Écrit par Damien Bouhours
Publié le 5 décembre 2019, mis à jour le 5 décembre 2019

Le sénateur socialiste des Français à l’étranger, Jean-Yves Leconte, nous a accordé un entretien exclusif dans lequel il revient sur le plan de développement de l’enseignement français à l’étranger, la réforme des retraites et ses défis pour ceux qui sont mobiles à l’international ainsi que son combat pour plus une Europe plus solidaire.

 

Les ambitions du Président de la République sont de doubler le nombre d’enfants scolarisés dans les Lycées Français d’ici 2030. Est-ce que selon vous le plan de développement de l’enseignement français à l’étranger permettra d’atteindre cet objectif ?

L’ambition est utile mais si cela se fait sans moyens et sans contrôle de la qualité, c’est inquiétant. Je constate que le gouvernement remet annuellement dans le budget de l’AEFE, moins qu’il n’en n’ a pris à l’été 2017. Doubler le nombre d’élèves avec juste 10% supplémentaires d’enseignants titulaires va mettre en cause la qualité de l’enseignement. Les pôles de formation régionaux pour les enseignants recrutés locaux pourront aider mais il y a une limite à ça notamment dans les zones qui manquent d’attractivité ou celles où les déplacements sont difficiles et couteux comme en Afrique centrale.

Pour pouvoir développer les écoles, on a besoin de construire des établissements, parce que doubler le nombre d’élèves représente entre 12000 et 15000 classes supplémentaires. Mais depuis un an, la direction générale du Trésor arrête d’étudier les demandes de garanties de l’Etat pour la construction des établissements scolaires homologués.
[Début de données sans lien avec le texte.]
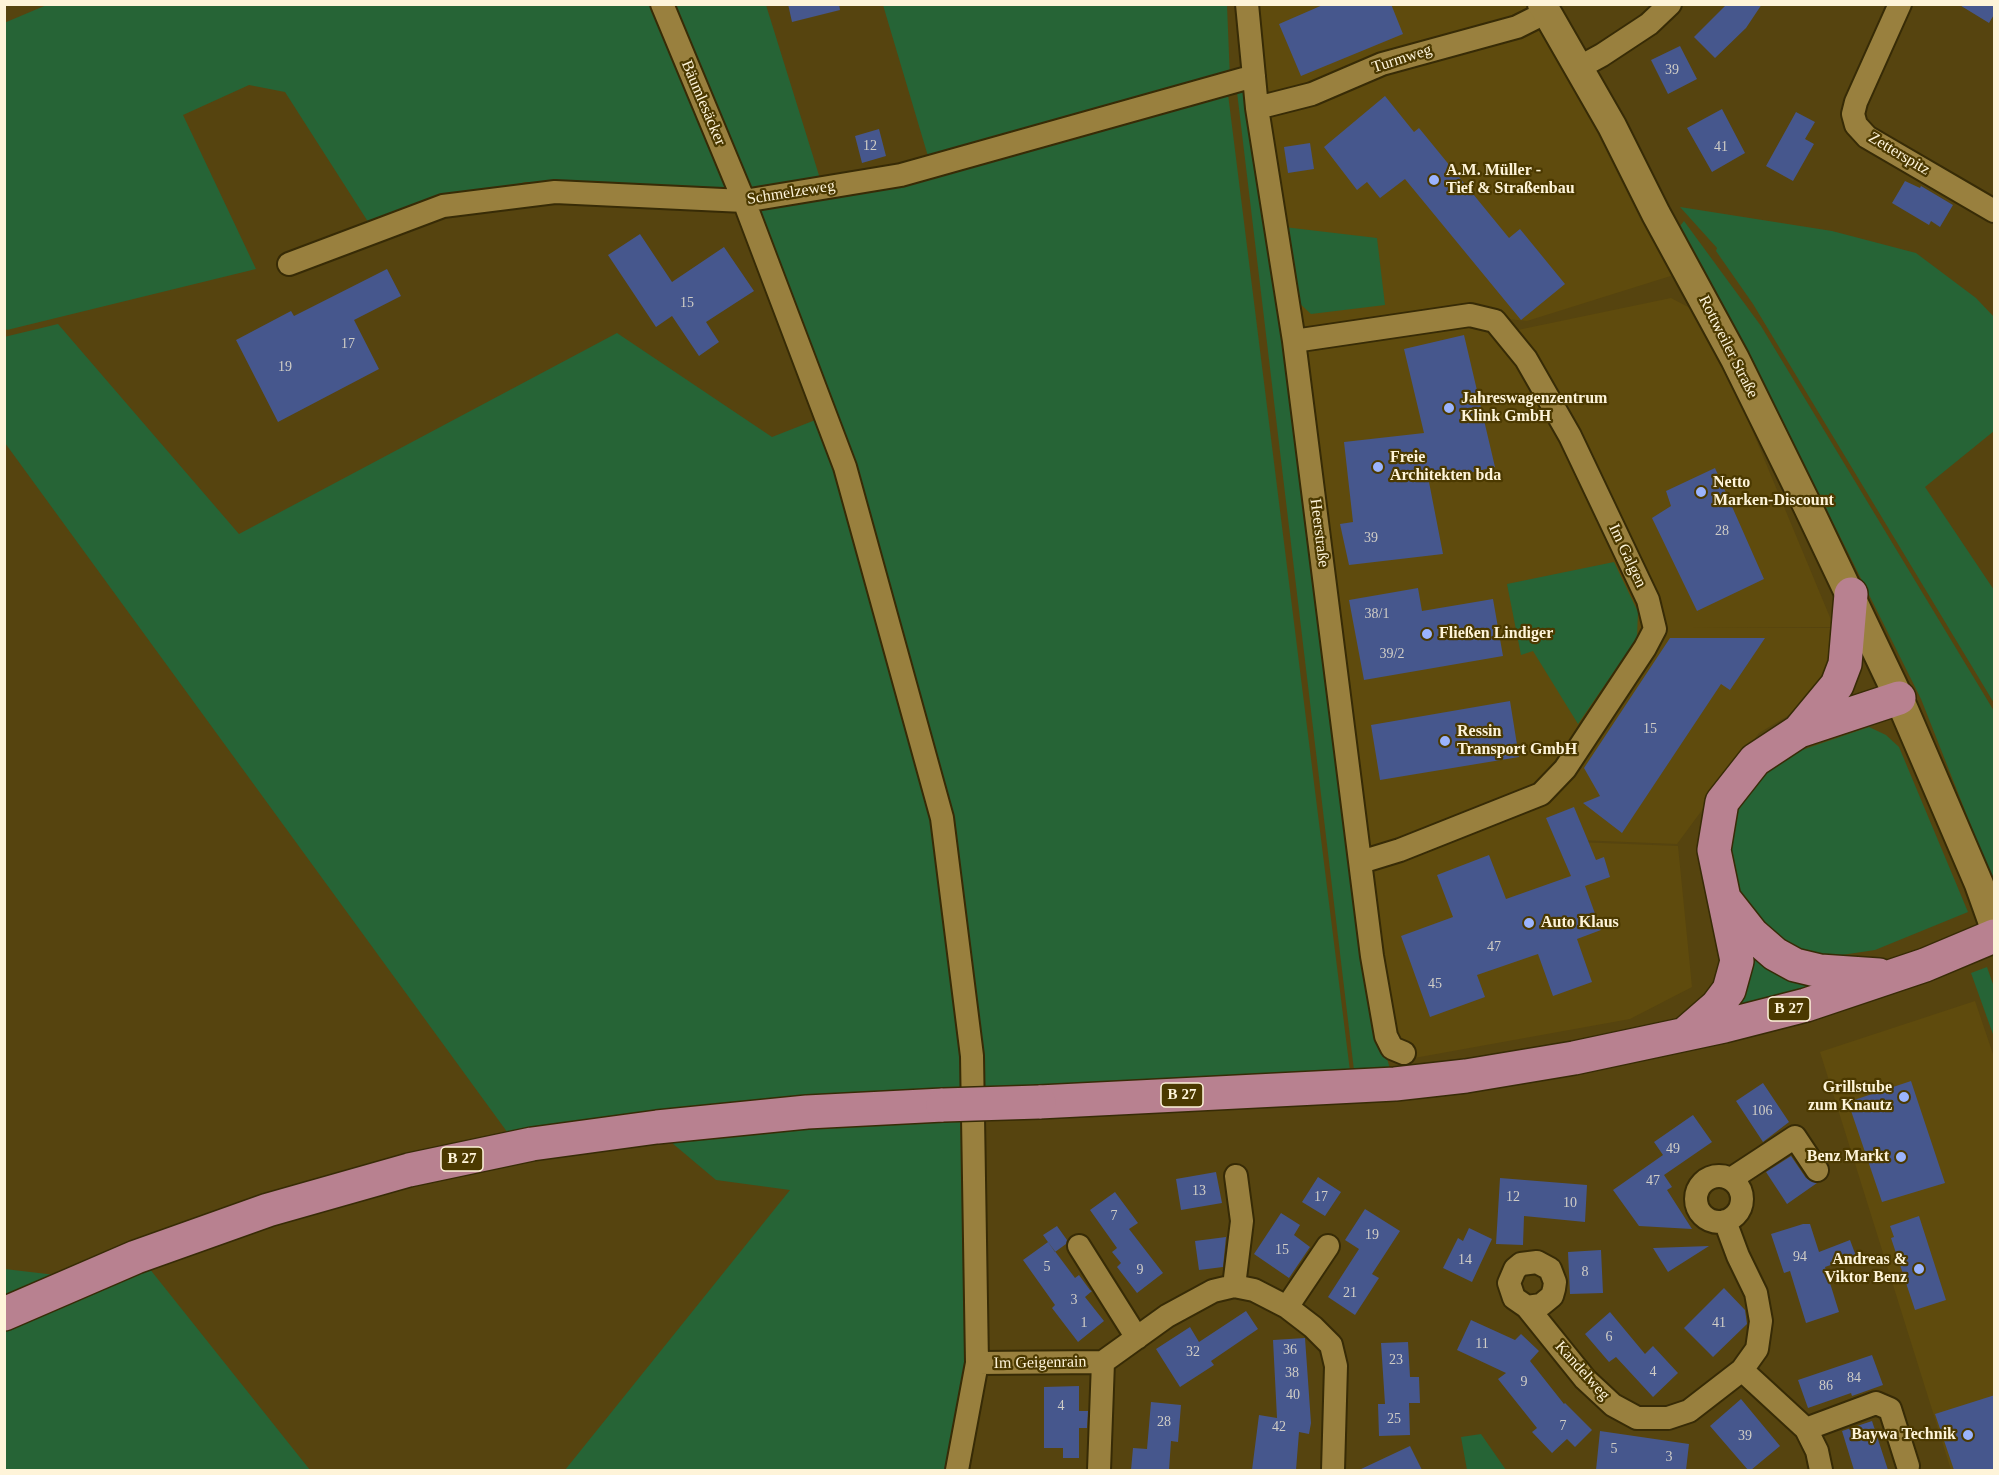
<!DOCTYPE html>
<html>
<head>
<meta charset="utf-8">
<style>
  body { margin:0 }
  #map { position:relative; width:1999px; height:1475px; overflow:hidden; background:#56440f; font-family:"Times New Roman",serif }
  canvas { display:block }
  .frame { position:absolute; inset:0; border:6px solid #fef4d9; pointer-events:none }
</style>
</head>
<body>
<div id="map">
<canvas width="1999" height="1475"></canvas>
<div class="frame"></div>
</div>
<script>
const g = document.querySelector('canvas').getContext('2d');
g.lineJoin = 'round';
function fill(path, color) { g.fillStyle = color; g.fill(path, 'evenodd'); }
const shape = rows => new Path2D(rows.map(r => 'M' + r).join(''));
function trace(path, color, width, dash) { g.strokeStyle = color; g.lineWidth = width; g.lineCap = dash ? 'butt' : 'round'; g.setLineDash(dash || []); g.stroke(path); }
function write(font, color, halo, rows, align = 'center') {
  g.font = font + ' "Times New Roman",serif'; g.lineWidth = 4.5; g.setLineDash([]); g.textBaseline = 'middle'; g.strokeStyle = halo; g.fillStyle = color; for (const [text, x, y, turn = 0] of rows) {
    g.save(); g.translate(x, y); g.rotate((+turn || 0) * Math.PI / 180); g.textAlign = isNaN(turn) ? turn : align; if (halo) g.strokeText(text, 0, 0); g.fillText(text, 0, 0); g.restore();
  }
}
fill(shape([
  [1252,5,1538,5,1677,274,1527,321,1497,318,1297,338],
  [1671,298,1692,309,1745,413,1834,627,1692,627,1833,628,1833,653,1823,685,1794,712,1759,733,1677,844,1577,840,1576,842,1678,846,1692,987,1630,1019,1392,1062,1358,830,1297,344,1477,315,1508,332],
  [1975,1001,1994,1057,1994,1470,1951,1470,1820,1052]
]), '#5f4b0d');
fill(shape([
  [49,4,658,5,739,197,707,192,526,182,444,201,372,228,285,92,249,85,183,115,256,269,7,330,4,327,4,23],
  [665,5,766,5,822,185,745,199],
  [883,5,1227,5,1230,79,930,163],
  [1227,86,1352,1087,975,1109,945,819,847,467,747,203],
  [1247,90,1384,1047,1394,1084,1356,1087,1237,92],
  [1680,207,1832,231,1916,253,1976,298,1994,317,1994,431,1925,487,1994,590,1994,703,1753,304,1716,251,1717,248],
  [1684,221,1761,326,1994,711,1994,884,1921,699,1742,340,1679,234,1680,226],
  [1284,227,1377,238,1385,305,1311,314,1296,300],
  [58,324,239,534,617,333,772,437,823,417,940,818,970,1108,521,1151,5,443,4,337],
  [1614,562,1638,612,1637,638,1578,724,1533,651,1521,655,1507,584],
  [1869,727,1886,735,1899,747,1968,912,1875,950,1815,959,1788,949,1739,903,1728,868,1732,834,1740,801,1759,775,1790,754],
  [1743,952,1829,984,1723,1015],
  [1987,967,1994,987,1994,1037,1971,973],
  [971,1114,973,1365,954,1470,565,1470,790,1190,716,1180,659,1132],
  [145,1263,310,1470,5,1470,4,1326],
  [5,1269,64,1276,5,1302],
  [1481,1434,1506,1470,1467,1470,1461,1437]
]), '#266436');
fill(shape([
  [788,4,839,4,840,10,792,22],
  [1325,4,1391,4,1403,34,1301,76,1279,24],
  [1727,4,1762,4,1746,28,1715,58,1694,37],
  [1958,4,1995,4,1995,13,1989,23],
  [1680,46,1697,79,1668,94,1651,60],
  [1385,96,1414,132,1419,128,1509,238,1520,229,1565,284,1521,320,1405,179,1380,198,1367,182,1357,190,1324,147],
  [1722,109,1745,153,1712,172,1687,128],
  [1796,112,1815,122,1805,139,1814,144,1793,181,1766,166],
  [879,129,886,156,862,163,855,136],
  [1310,143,1314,169,1288,173,1284,147],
  [1905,181,1920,188,1921,186,1953,205,1940,227,1931,221,1929,225,1892,203],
  [640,234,672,282,724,247,754,291,706,322,719,342,699,356,672,316,656,327,608,255],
  [387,269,401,296,354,320,379,369,278,422,236,340,291,311,294,316],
  [1464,335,1495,467,1429,482,1443,554,1349,565,1340,524,1353,522,1344,442,1424,433,1404,349],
  [1715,468,1764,579,1697,611,1652,518,1671,506,1666,491],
  [1418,588,1422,611,1493,599,1503,656,1364,680,1349,600],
  [1670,638,1765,638,1730,690,1721,684,1622,833,1583,803,1600,796,1584,768],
  [1510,701,1519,757,1380,780,1371,725],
  [1574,807,1596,860,1604,857,1610,877,1585,886,1601,930,1577,939,1592,982,1553,996,1538,954,1477,975,1485,997,1430,1017,1401,936,1453,917,1437,875,1489,855,1506,899,1571,876,1546,818],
  [1911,1081,1945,1183,1882,1202,1848,1102],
  [1763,1083,1789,1122,1763,1142,1736,1101],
  [1693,1115,1712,1142,1664,1175,1672,1187,1667,1190,1692,1229,1639,1226,1613,1190,1663,1155,1654,1142],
  [1791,1156,1806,1178,1817,1183,1787,1204,1766,1172],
  [1216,1172,1222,1203,1181,1210,1176,1179],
  [1318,1177,1341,1192,1325,1216,1302,1202],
  [1500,1178,1587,1185,1585,1222,1524,1216,1523,1245,1496,1244],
  [1115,1192,1138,1223,1129,1229,1163,1273,1137,1293,1117,1267,1121,1263,1112,1252,1117,1248,1090,1210],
  [1365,1209,1400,1231,1372,1274,1379,1278,1355,1315,1328,1297,1359,1249,1345,1240],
  [1281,1213,1300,1225,1294,1235,1310,1247,1289,1278,1254,1254],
  [1919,1216,1946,1300,1915,1310,1891,1238,1894,1237,1890,1226],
  [1803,1224,1810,1224,1819,1252,1850,1240,1856,1256,1825,1267,1839,1312,1806,1323,1790,1271,1784,1273,1771,1234],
  [1057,1226,1067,1240,1066,1244,1055,1252,1043,1235],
  [1469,1228,1492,1239,1472,1282,1443,1268,1458,1238,1463,1241],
  [1226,1237,1223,1267,1199,1270,1195,1241],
  [1048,1242,1075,1278,1079,1275,1090,1290,1092,1291,1085,1297,1104,1321,1078,1342,1052,1308,1055,1305,1023,1260],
  [1709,1246,1668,1272,1653,1248],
  [1601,1250,1603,1293,1570,1294,1568,1252],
  [1724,1288,1745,1310,1747,1324,1713,1357,1684,1328],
  [1246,1311,1258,1329,1211,1361,1214,1365,1180,1387,1156,1349,1190,1327,1199,1342],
  [1610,1312,1645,1354,1653,1346,1678,1373,1653,1397,1616,1357,1609,1362,1585,1334],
  [1471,1320,1515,1340,1521,1334,1539,1351,1530,1361,1564,1404,1565,1403,1592,1430,1575,1447,1567,1439,1552,1453,1532,1432,1537,1428,1498,1379,1506,1373,1457,1350],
  [1305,1338,1311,1423,1309,1434,1299,1432,1296,1470,1252,1470,1259,1415,1277,1418,1273,1340],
  [1408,1342,1410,1377,1419,1377,1420,1403,1409,1403,1410,1435,1379,1436,1378,1404,1385,1404,1381,1343],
  [1872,1355,1883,1385,1852,1396,1851,1393,1808,1408,1798,1380],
  [1079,1386,1079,1411,1088,1411,1087,1428,1079,1428,1079,1458,1063,1458,1063,1448,1044,1448,1044,1387],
  [1995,1395,1995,1470,1954,1470,1935,1414],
  [1741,1399,1780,1446,1751,1470,1748,1470,1710,1426],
  [1151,1402,1181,1405,1178,1442,1171,1441,1169,1470,1131,1470,1133,1448,1147,1449],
  [1872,1421,1888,1470,1854,1470,1842,1431],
  [1600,1431,1689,1444,1686,1470,1596,1470],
  [1410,1446,1422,1470,1359,1470]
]), '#46578d');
const minor = shape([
  [662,4,744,201,845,467,942,818,972,1056,977,1363,957,1470],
  [1247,4,1257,108,1294,341,1372,956,1386,1036,1392,1048,1404,1053],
  [1900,4,1856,102,1853,114,1856,125,1867,137,1994,211],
  [1580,67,1602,55,1649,24,1670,4],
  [1257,108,1312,94,1382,64,1517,27,1547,12],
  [289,264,443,206,555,192,744,201,901,175,1254,76],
  [1294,341,1470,315,1495,321,1526,359,1570,436,1648,600,1655,629,1645,648,1565,769,1541,794,1400,850,1361,862],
  '1696 1199a23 23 0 1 1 46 0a23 23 0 1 1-46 0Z',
  [1731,1179,1795,1137,1817,1170],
  [1725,1221,1738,1256,1756,1293,1761,1321,1757,1349,1742,1370,1806,1429,1817,1451,1821,1470],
  [1079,1246,1137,1338],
  [1234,1286,1242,1221,1236,1176],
  [1287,1307,1328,1246],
  [1527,1307,1541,1305,1552,1296,1554,1289,1555,1282,1550,1269,1537,1262,1521,1264,1515,1269,1509,1283,1514,1298,1527,1307,1585,1379,1613,1405,1637,1418,1668,1418,1689,1411,1742,1370],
  [977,1363,1103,1362,1167,1316,1213,1291,1234,1286,1254,1290,1287,1307,1313,1327,1331,1345,1336,1366,1333,1470],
  [1806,1429,1876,1403,1890,1409,1908,1466],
  [1099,1470,1103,1362]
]);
const tertiary = shape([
  [1542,4,1612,126,1656,214,1735,359,1807,505,1899,698,1979,884,1994,926]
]);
const primary = shape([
  [1799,731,1837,685,1845,664,1851,594],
  [1726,901,1752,934,1775,954,1795,965,1820,971,1879,975],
  [1686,1033,1717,1006,1729,990,1737,961,1714,850,1722,802,1755,760,1799,731,1899,698],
  [1039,1102,1395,1084,1466,1076,1574,1058,1724,1026,1806,1005,1925,965,1994,936],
  [4,1314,136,1257,268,1210,409,1170,532,1144,657,1127,807,1112,943,1105]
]);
trace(minor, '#372b06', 26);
trace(tertiary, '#372b06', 32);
trace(primary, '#372b06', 36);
trace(minor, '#99803e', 22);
trace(tertiary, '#99803e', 28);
trace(primary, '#b88190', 33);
const primaryBridge = shape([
  [943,1105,1039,1102]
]);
trace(primaryBridge, '#372b06', 36, []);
trace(primaryBridge, '#b88190', 33);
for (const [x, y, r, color] of [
  [1434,180,6,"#9bb4fd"],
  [1449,408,6,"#9bb4fd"],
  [1378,467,6,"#9bb4fd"],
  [1701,492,6,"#9bb4fd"],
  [1427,634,6,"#9bb4fd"],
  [1445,741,6,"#9bb4fd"],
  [1529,923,6,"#9bb4fd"],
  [1904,1097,6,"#9bb4fd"],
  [1901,1157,6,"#9bb4fd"],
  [1919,1269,6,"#9bb4fd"],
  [1968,1435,6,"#9bb4fd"]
]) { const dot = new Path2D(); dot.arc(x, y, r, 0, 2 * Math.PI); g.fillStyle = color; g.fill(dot); trace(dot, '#4b3900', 2); }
write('14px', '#d0cdc6', null, [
  ["39",1672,70],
  ["12",870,146],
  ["41",1721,147],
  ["15",687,303],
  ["17",348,344],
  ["19",285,367],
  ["28",1722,531],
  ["39",1371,538],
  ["38/1",1377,614],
  ["39/2",1392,654],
  ["15",1650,729],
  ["47",1494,947],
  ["45",1435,984],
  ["106",1762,1111],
  ["49",1673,1149],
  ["47",1653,1181],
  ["13",1199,1191],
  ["17",1321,1197],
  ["12",1513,1197],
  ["10",1570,1203],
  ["7",1114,1216],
  ["19",1372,1235],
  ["15",1282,1250],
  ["94",1800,1257],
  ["14",1465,1260],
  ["5",1047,1267],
  ["9",1140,1270],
  ["8",1585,1272],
  ["21",1350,1293],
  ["3",1074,1300],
  ["1",1084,1323],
  ["41",1719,1323],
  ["6",1609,1337],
  ["11",1482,1344],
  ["36",1290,1350],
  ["32",1193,1352],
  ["23",1396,1360],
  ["4",1653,1372],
  ["38",1292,1373],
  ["84",1854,1378],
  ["9",1524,1382],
  ["86",1826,1386],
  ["40",1293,1395],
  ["4",1061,1406],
  ["25",1394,1419],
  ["28",1164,1422],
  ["7",1563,1426],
  ["42",1279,1427],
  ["39",1745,1436],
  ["5",1614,1449],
  ["3",1669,1457]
]);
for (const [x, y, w] of [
  [1789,1009,42],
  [1182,1095,42],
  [462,1159,42]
]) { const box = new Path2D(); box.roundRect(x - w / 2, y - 12, w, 24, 4.5); g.fillStyle = '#4b3900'; g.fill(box); trace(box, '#fef4d9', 1.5); }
write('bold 15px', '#fef4d9', null, [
  ["B 27",1789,1009],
  ["B 27",1182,1095],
  ["B 27",462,1159]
]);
write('16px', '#fef4d9', '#4b3900', [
  ["Turmweg",1402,59,-18],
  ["Bäumlesäcker",703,103,67],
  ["Zetterspitz",1899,154,31],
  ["Schmelzeweg",791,193,-9],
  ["Rottweiler Straße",1728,347,63],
  ["Heerstraße",1319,533,83],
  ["Im Galgen",1627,556,65],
  ["Im Geigenrain",1040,1363,-1],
  ["Kandelweg",1582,1371,48]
]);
write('bold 16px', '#fef4d9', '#4b3900', [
  ["A.M. Müller -",1446,171],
  ["Tief & Straßenbau",1446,189],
  ["Jahreswagenzentrum",1461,399],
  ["Klink GmbH",1461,417],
  ["Freie",1390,458],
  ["Architekten bda",1390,476],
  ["Netto",1713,483],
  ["Marken-Discount",1713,501],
  ["Fließen Lindiger",1439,634],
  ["Ressin",1457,732],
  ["Transport GmbH",1457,750],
  ["Auto Klaus",1541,923],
  ["Grillstube",1892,1088,"right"],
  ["zum Knautz",1892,1106,"right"],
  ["Benz Markt",1889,1157,"right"],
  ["Andreas &",1907,1260,"right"],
  ["Viktor Benz",1907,1278,"right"],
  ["Baywa Technik",1956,1435,"right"]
], 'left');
</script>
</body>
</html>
Si on supprime ce mécanisme de garantie de l’Etat, les seuls qui vont pouvoir créer de nouveaux établissements seront des sociétés à but lucratif et cela va complètement changer la nature de l’enseignement français à l’étranger. Cela remet en cause sa spécificité et ses valeurs,  mais aussi l’accès à celui-ci, compte tenu du montant des frais de scolarité élevés et de leur croissance prévisible. Il n’est pas convenable de doubler le nombre d’élèves sans s’interroger sur la manière dont les enfants français pourront avoir accès à ces écoles, surtout avec une politique de bourses qui ne suit pas.

 

C’est une mesure profondément sexiste

Etes-vous inquiet des dernières mesures annoncées concernant la protection sociale des Français à l’étranger ?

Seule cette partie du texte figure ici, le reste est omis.